Cardiovascular Disease Prevention and Management Clinical Practice Guidelines (2018)

Canadian Cardiovascular Harmonized National Guideline Endeavour (C-CHANGE)

Reviewed and summarized by Medscape editors

November 01, 2018

Risk Stratification

Complete a CV risk assessment every 5 years for men and women aged 40-75 years, or whenever there is a change in a patient's expected risk status, using the modified Framingham Risk Score (FRS) or Cardiovascular Life Expectancy Model (CLEM) to guide therapeutic interventions for lowering major CV events.
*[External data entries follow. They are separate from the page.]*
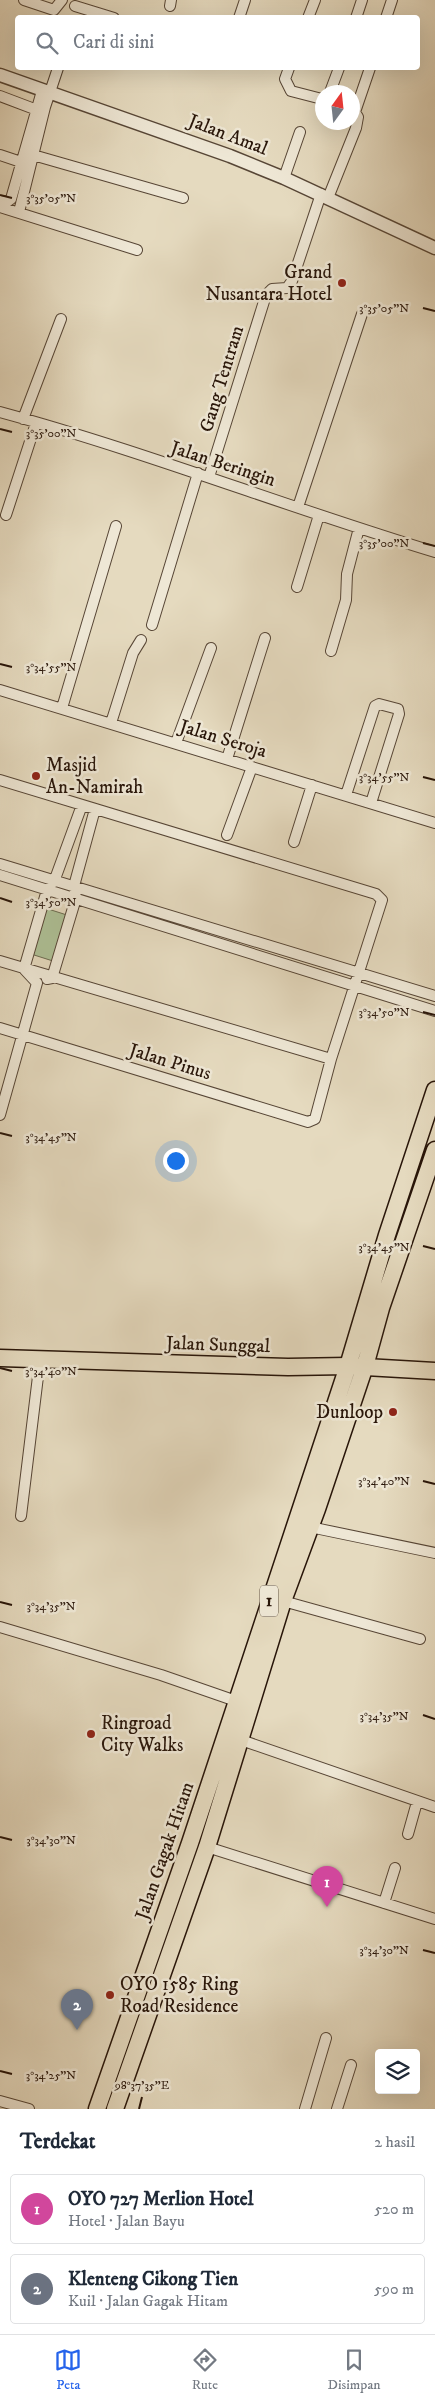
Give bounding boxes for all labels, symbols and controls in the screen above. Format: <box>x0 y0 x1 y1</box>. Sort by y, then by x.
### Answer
search box <box>15 15 420 70</box>
icon: search <box>33 29 61 57</box>
text: Cari di sini <box>73 31 154 54</box>
north arrow <box>315 85 360 130</box>
street label: Jalan Amal <box>183 109 271 161</box>
text: 3°35'05"N <box>26 191 76 206</box>
place label: Grand Nusantara Hotel <box>205 261 333 306</box>
marker: Grand Nusantara Hotel <box>336 277 348 289</box>
text: 3°35'05"N <box>359 301 409 316</box>
street label: Gang Tentram <box>195 323 249 435</box>
text: 3°35'00"N <box>26 426 76 441</box>
street label: Jalan Beringin <box>166 436 278 492</box>
text: 3°35'00"N <box>359 536 409 551</box>
text: 3°34'55"N <box>26 660 76 675</box>
street label: Jalan Seroja <box>175 714 269 763</box>
place label: Masjid An-Namirah <box>46 754 143 799</box>
marker: Masjid An-Namirah <box>30 770 42 782</box>
text: 3°34'55"N <box>359 770 409 785</box>
text: 3°34'50"N <box>26 895 77 910</box>
text: 3°34'50"N <box>359 1005 410 1020</box>
street label: Jalan Pinus <box>124 1038 214 1085</box>
text: 3°34'45"N <box>25 1130 77 1145</box>
your location <box>163 1148 189 1174</box>
text: 3°34'45"N <box>358 1240 410 1255</box>
street label: Jalan Sunggal <box>163 1332 271 1358</box>
text: 3°34'40"N <box>25 1364 77 1379</box>
place label: Dunloop <box>316 1401 383 1424</box>
marker: Dunloop <box>387 1406 399 1418</box>
text: 3°34'40"N <box>358 1474 410 1489</box>
road number: 1 <box>260 1585 278 1616</box>
text: 3°34'35"N <box>26 1599 76 1614</box>
text: 3°34'35"N <box>359 1709 409 1724</box>
place label: Ringroad City Walks <box>101 1712 183 1757</box>
marker: Ringroad City Walks <box>85 1728 97 1740</box>
street label: Jalan Gagak Hitam <box>130 1779 199 1925</box>
text: 3°34'30"N <box>26 1833 76 1848</box>
pin: 1 <box>311 1866 343 1907</box>
text: 3°34'30"N <box>359 1943 409 1958</box>
place label: OYO 1585 Ring Road Residence <box>120 1973 239 2018</box>
pin: 2 <box>61 1989 93 2030</box>
marker: OYO 1585 Ring Road Residence <box>104 1989 116 2001</box>
map controls <box>375 2049 420 2094</box>
button: layers <box>375 2049 420 2094</box>
text: 3°34'25"N <box>26 2068 76 2083</box>
text: 98°37'35"E <box>114 2078 170 2093</box>
text: Terdekat <box>20 2129 95 2155</box>
text: 2 hasil <box>374 2132 415 2152</box>
text: OYO 727 Merlion Hotel <box>68 2188 253 2211</box>
text: 1 <box>34 2199 40 2219</box>
text: 520 m <box>374 2199 414 2219</box>
text: Hotel · Jalan Bayu <box>68 2211 185 2231</box>
text: Klenteng Cikong Tien <box>68 2268 238 2291</box>
text: 2 <box>33 2279 41 2299</box>
text: 590 m <box>374 2279 414 2299</box>
text: Kuil · Jalan Gagak Hitam <box>68 2291 228 2311</box>
tab: Peta <box>54 2346 82 2394</box>
tab: Rute <box>191 2346 219 2394</box>
tab: Disimpan <box>328 2346 381 2394</box>

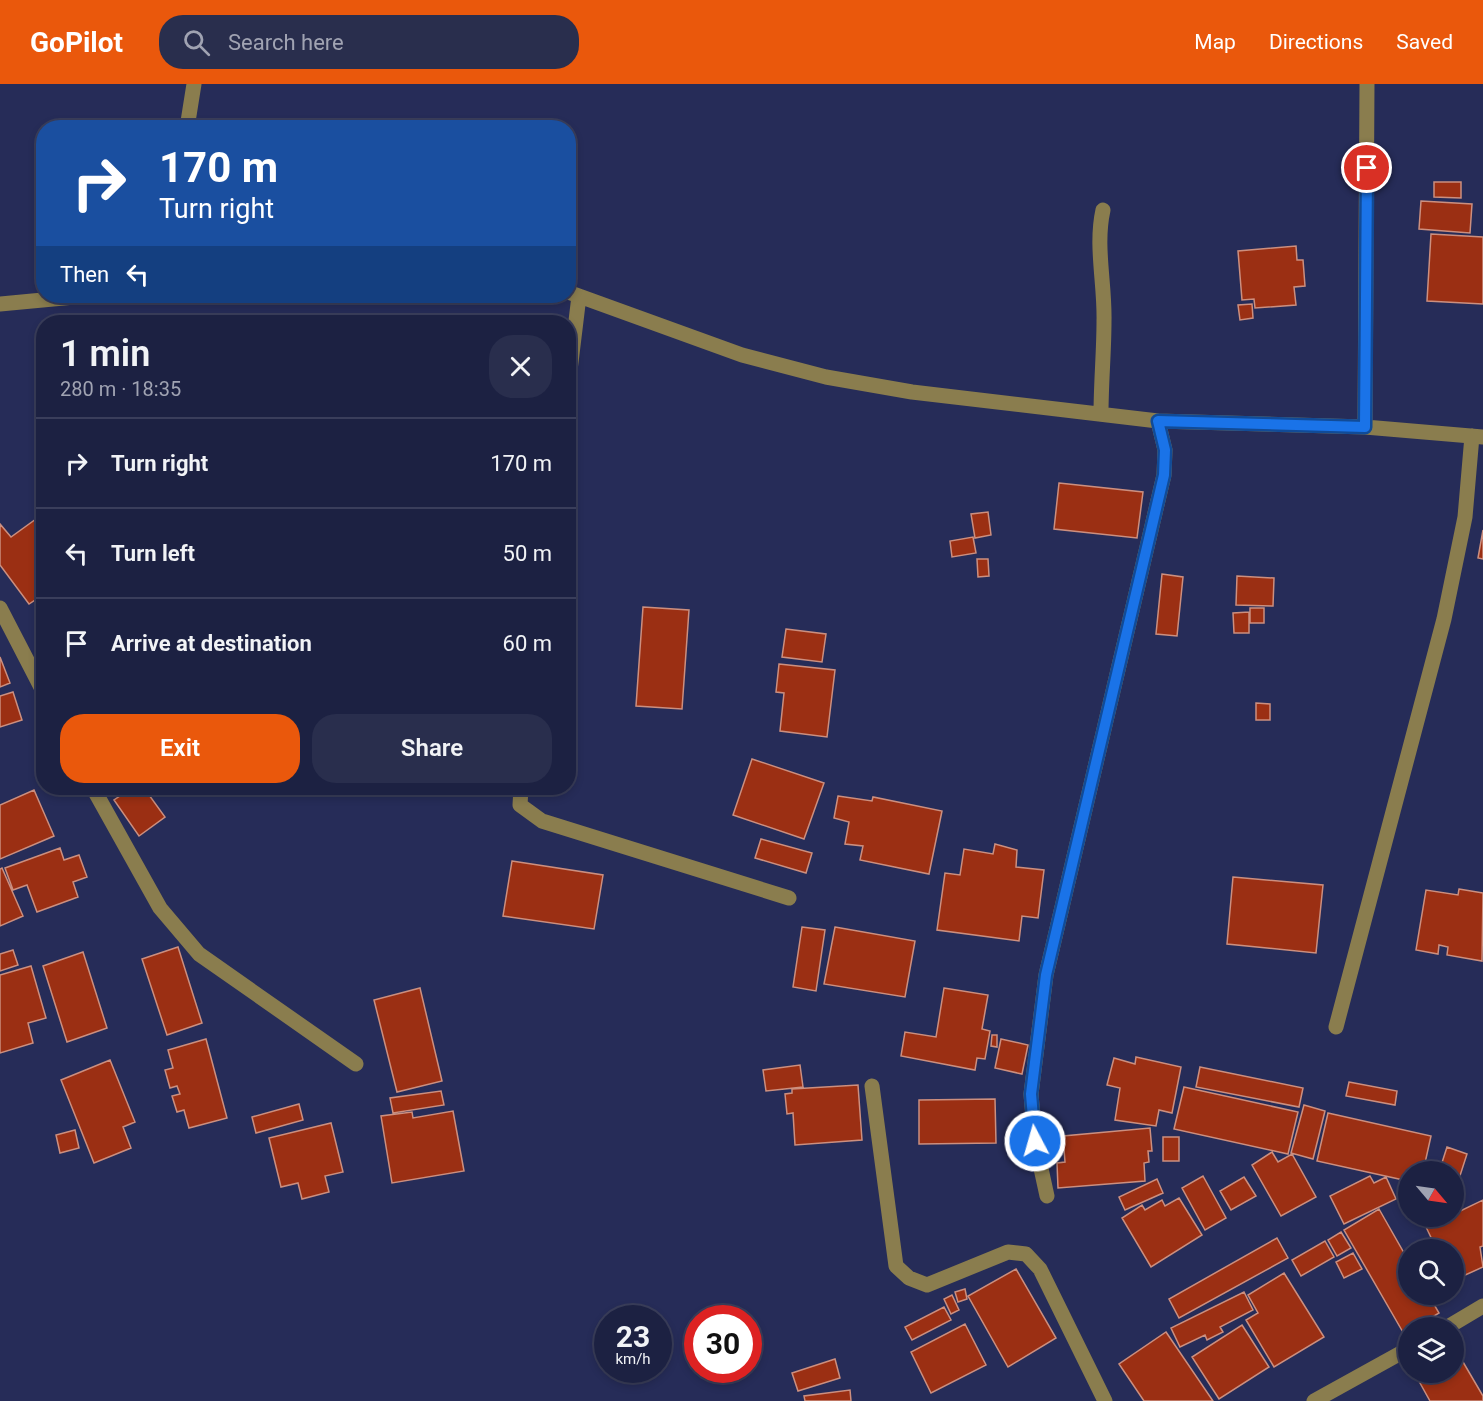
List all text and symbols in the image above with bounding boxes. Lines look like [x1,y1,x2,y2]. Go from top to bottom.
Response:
search box [159,15,579,69]
text: GoPilot [30,26,123,59]
icon: search [180,26,213,59]
text: Search here [228,30,344,55]
text: Map [1194,30,1236,54]
text: Directions [1269,30,1363,54]
text: Saved [1396,30,1453,54]
pin [1341,142,1392,193]
text: 170 m [159,143,278,192]
icon: right [60,144,138,222]
icon: arrive [1350,151,1383,184]
text: Turn right [159,193,274,225]
icon: left [121,258,154,291]
text: Then [60,262,109,287]
text: 1 min [60,333,150,375]
button: close [489,335,552,398]
text: 280 m · 18:35 [60,377,181,401]
icon: right [60,447,93,480]
text: Turn right [111,451,208,476]
text: 170 m [490,451,552,476]
icon: left [60,537,93,570]
text: Turn left [111,541,195,566]
text: 50 m [503,541,552,566]
icon: arrive [60,627,93,660]
text: Arrive at destination [111,631,312,656]
text: 60 m [503,631,552,656]
button: Exit [60,714,300,783]
button: Share [312,714,552,783]
position arrow [1003,1109,1067,1173]
north arrow [1398,1161,1464,1227]
map controls [1398,1161,1464,1383]
button: search [1398,1239,1464,1305]
speed limit sign: 30 [684,1305,762,1383]
button: layers [1398,1317,1464,1383]
text: 23 [616,1319,650,1354]
text: km/h [615,1350,651,1368]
Calculate and discuss a patient's “CV age” to improve their likelihood of achieving lipid targets and that poorly controlled hypertension will be treated. Share the results of the risk assessment with the patient for joint decision-making and improving their likelihood of achieving lipid targets.

Treatment Targets


All diabetic individuals should follow a comprehensive, multifaceted approach for CV risk reduction, including the following:

  • An A1C of ≤7% implemented early in the course of diabetes (type 1 or 2)

  • SBP <130 mmHg and DBP <80 mmHg

  • Additional vascular-protective medications in most diabetic adults

  • Achievement and maintenance of healthy weight goals

  • Healthy eating, regular physical activity, and smoking cessation


A target level of LDL-C consistently <2.0 mmol/L or a >50% LDL-C reduction in those who have initiated treatment is recommended for risk reduction of CVD events. Alternatively, target variables include an apolipoprotein B (apoB) level <0.8 g/L or non-HDL-C level <2.6 mmol/L.

For those with an LDL-C level >5.0 mmol/L who have initiated therapy, a >50% reduction is recommended for reduction of CVD events and death.


For nonhypertensive persons (to lower the risk of hypertension) or hypertensive patients (to lower BP), clinicians should prescribe the accumulation of 30-60 min of moderate intensity dynamic exercise 4-7 days each week in addition to the routine activities of daily living.

For high-risk patients aged 50 years or older with SBP levels of ≥130 mmHg, target an SBP level of ≤120 mmHg. Use AOBP measurements to guide intensive therapy; patient selection is recommended for intensive management, and caution is advised in certain high-risk groups.

Prescribe antihypertensive therapy for average DBP measurements of ≥100 mmHg, or average SBP measurements of ≥160 mmHg in those without macrovascular target organ damage or other CV risk factors. Strongly consider antihypertensive therapy for average DBP measurements of ≥90 mmHg, or for average SBP measurements of ≥140 mmHg in the presence of macrovascular target organ damage or other independent CV risk factors.


Previously sedentary individuals initiating activity should begin with light activity and gradual increases. Encourage all obese individuals considering beginning a vigorous exercise program to consult their physician or healthcare team professionals.


After the acute phase of a stroke, use BP-lowering therapy to target a consistent BP <140/90 mmHg.